This repository contains the code for the paper
“Demystifying the Mechanisms Behind Emergent Exploration in Goal-conditioned RL.”
This paper investigates the exploration dynamics of SGCRL (Singl-Goal Contrastive Reinforcement Learning) through a combination of controlled experiments and theoretical analysis.
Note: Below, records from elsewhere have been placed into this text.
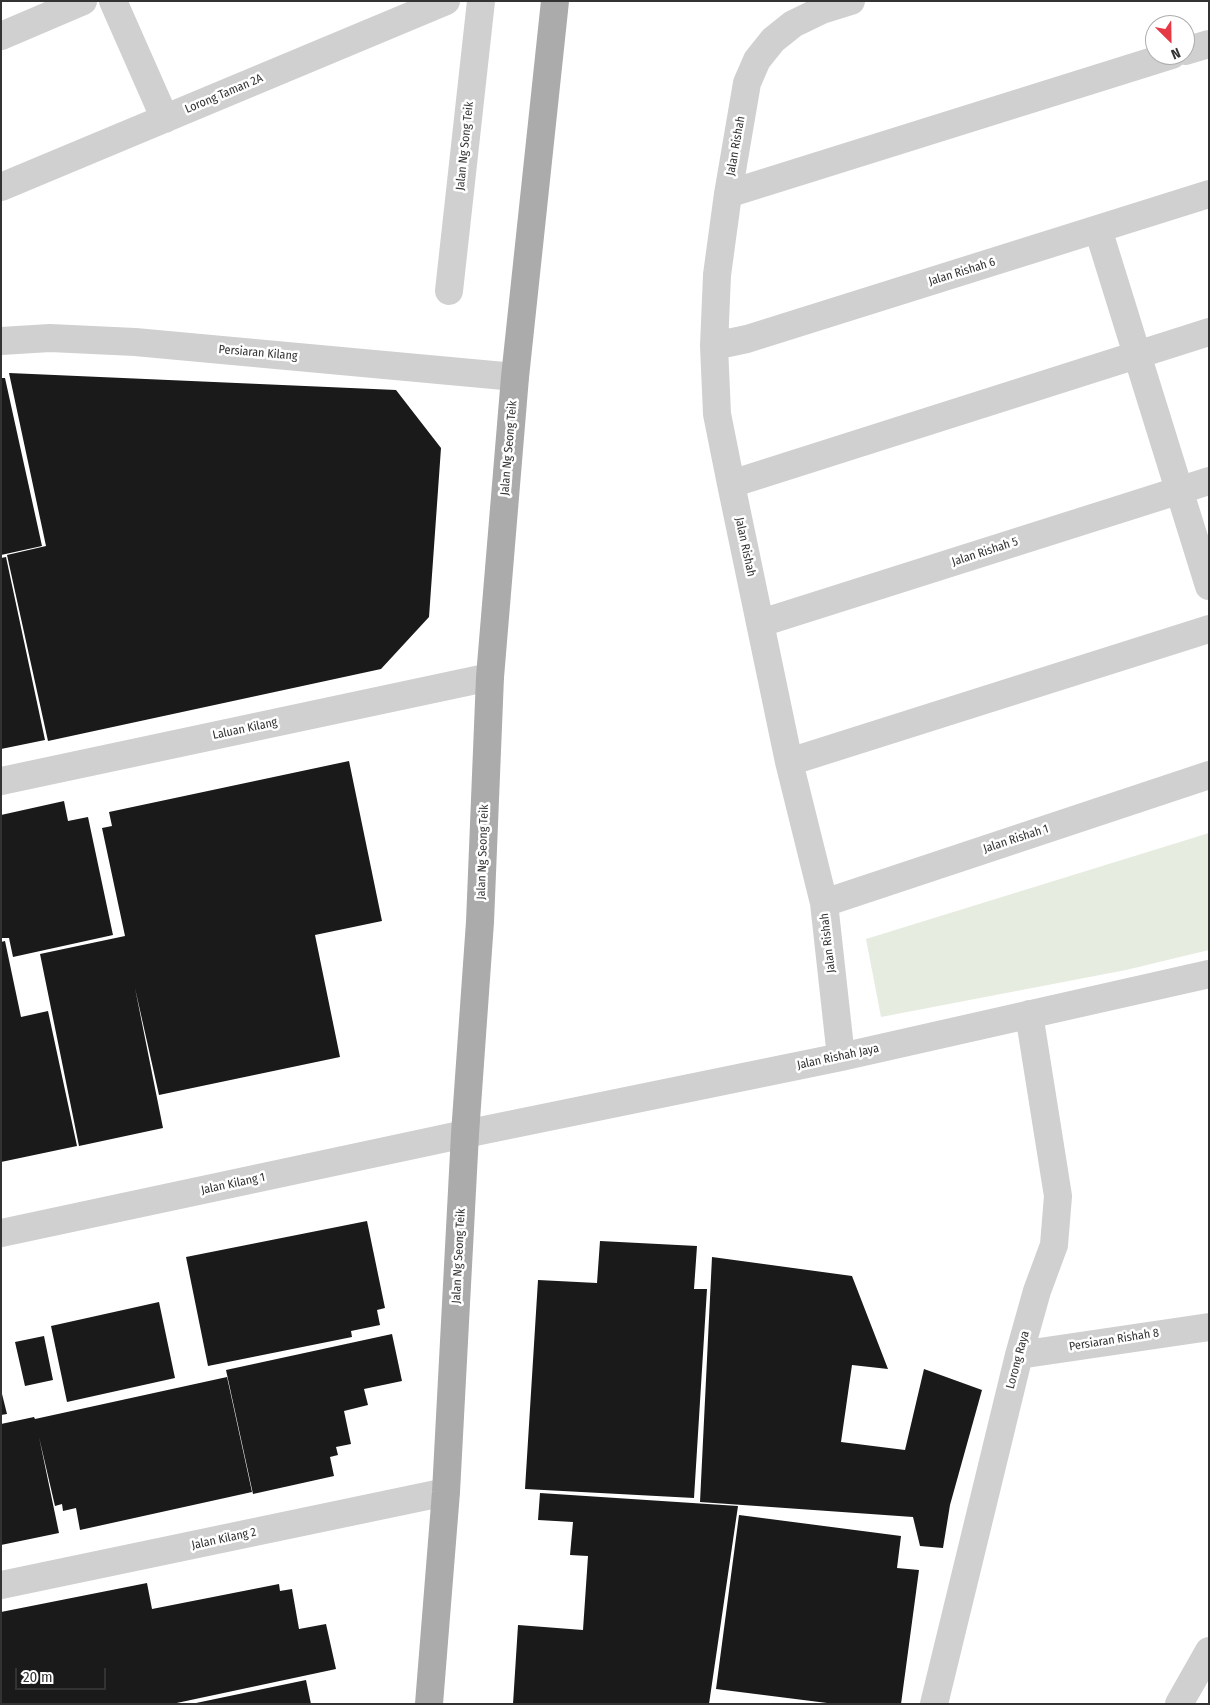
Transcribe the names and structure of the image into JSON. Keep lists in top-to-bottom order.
{
  "streets": {
    "main road": ["Jalan Ng Seong Teik"],
    "street": [
      "Lorong Taman 2A",
      "Jalan Ng Song Teik",
      "Jalan Rishah",
      "Jalan Rishah 6",
      "Persiaran Kilang",
      "Jalan Rishah 5",
      "Laluan Kilang",
      "Jalan Rishah 1",
      "Jalan Rishah Jaya",
      "Jalan Kilang 1",
      "Persiaran Rishah 8",
      "Lorong Raya",
      "Jalan Kilang 2"
    ]
  },
  "crossings": [
    ["Jalan Rishah", "Jalan Rishah 6"],
    ["Jalan Rishah", "Jalan Rishah 5"],
    ["Jalan Rishah", "Jalan Rishah 1"],
    ["Jalan Rishah", "Jalan Rishah Jaya"],
    ["Persiaran Kilang", "Jalan Ng Seong Teik"],
    ["Jalan Ng Seong Teik", "Laluan Kilang"],
    ["Jalan Ng Seong Teik", "Jalan Rishah Jaya"],
    ["Jalan Ng Seong Teik", "Jalan Kilang 1"],
    ["Jalan Ng Seong Teik", "Jalan Kilang 2"],
    ["Jalan Rishah Jaya", "Jalan Kilang 1"],
    ["Jalan Rishah Jaya", "Lorong Raya"],
    ["Persiaran Rishah 8", "Lorong Raya"]
  ],
  "scale_bar": "20 m",
  "north": "bottom right"
}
Refer to the project website for more information.
This codebase includes two main components:
- Implements SGCRL in a tabular (non-neural) setting.
- Enables studying the exploration behavior of SGCRL without neural network function approximation.
- Useful for running controlled experiments that isolate algorithmic dynamics.
- See tabular_maze.ipynb and tabular_hanoi.ipynb to run tabular SGCRL in a FourRooms maze and Towers of Hanoi environment.
- Based on the original SGCRL repository.
- Extends it with functionality for defining and enforcing safety regions by manipulating the contrastive representations — safety regions are parts of the environment that the agent should avoid during training and evaluation.
Set up conda:
- Load up anaconda:
module load anaconda3 - Clone the repository
- Create an Anaconda environment:
conda create -n contrastive_rl python=3.9 -y - Activate the environment:
conda activate contrastive_rl
Install package dependencies:
- Change library path:
export LD_LIBRARY_PATH={path to conda}/.conda/envs/contrastive_rl/lib/ - Install the requirements:
pip install -r requirements.txt --no-deps - Download the mujoco binaries and place them in ~/.mujoco/ according to instructions in https://github.com/openai/mujoco-py. Run
export LD_LIBRARY_PATH=$LD_LIBRARY_PATH:{path to mujoco}/.mujoco/mujoco210/bin - Reinstall strict versions for the following packages:
pip install dm-acme[jax,tf]
pip install jax==0.4.10 jaxlib==0.4.10
pip install ml_dtypes==0.2.0
pip install dm-haiku==0.0.9
pip install gymnasium-robotics
pip uninstall scipy; pip install scipy==1.12
pip install torch==2.1.2 scikit-learn pandas
Potential errors and fixes: Cythonizing Error:
fatal error: GL/glew.h: No such file or directory 4 | #include <GL/glew.h>
Fix:
conda install -c conda-forge glew
conda install -c conda-forge mesalib
conda install -c menpo glfw3
pip install patchelf
Cythinizing Error:
Cannot assign type 'void (const char *) except * nogil' to 'void (*)(const char *) noexcept nogil'
Fix: pip install "cython<3"
Running with GPU:
To enable GPU running, run these three commands in a shell with gpu access. This essentially picks out a set of gpu backend infrastructures that is simultaneously supported by jax and the repository code. Note that this step may vary depending on the specifics of the computing environment.
module load cudatoolkit/11.3 cudnn/cuda-11.x/8.2.0
pip install optax==0.1.7
pip install --upgrade jax==0.4.7 jaxlib==0.4.7+cuda11.cudnn82 -f https://storage.googleapis.com/jax-releases/jax_cuda_releases.html
export LD_LIBRARY_PATH=$LD_LIBRARY_PATH:/usr/local/{path to cuda}/lib64
export LD_LIBRARY_PATH=$LD_LIBRARY_PATH:/usr/lib/nvidia
To run code, use
python lp_contrastive.py
To run the safety experiment, execute the following command:
python -u lp_contrastive.py \
--env point_FourRooms \
--region_bounds=0,5:5,11This will run the safety experiment, where the agent learns to avoid the top-right corner of the FourRooms environment. During training, the visitation data will be saved in the folder:
./safety_region_visits_data/
Refer to the paper for detailed visualizations and analysis of the agent's behavior.
--env='{ENV_NAME}': Specifies the environment. Default environment is 'sawyer_bin'. Currently supported environments include 'sawyer_bin', 'sawyer_box', 'sawyer_peg', 'point_Spiral11x11'.--alg='{ALG_NAME}': Specifies the algorithm. Default algorithm is 'contrastive_cpc'. Currently supported algorithms include 'contrastive_nce', 'contrastive_cpc', 'c_learning', 'nce+c_learning'.--num_steps=12_000_000: Specifies the maximum number of actor steps.--sample_goals: Turning on this flag will make the agent collect data conditioned on goals uniformly sampled according to the environment. (This behavior corresponds to that of the original Contrastive RL algorithm (Eysenbach et. al, 2022).--add_uid: Randomly generates unique uid and saves checkpoints and logs inside of a directory with that uid as the name.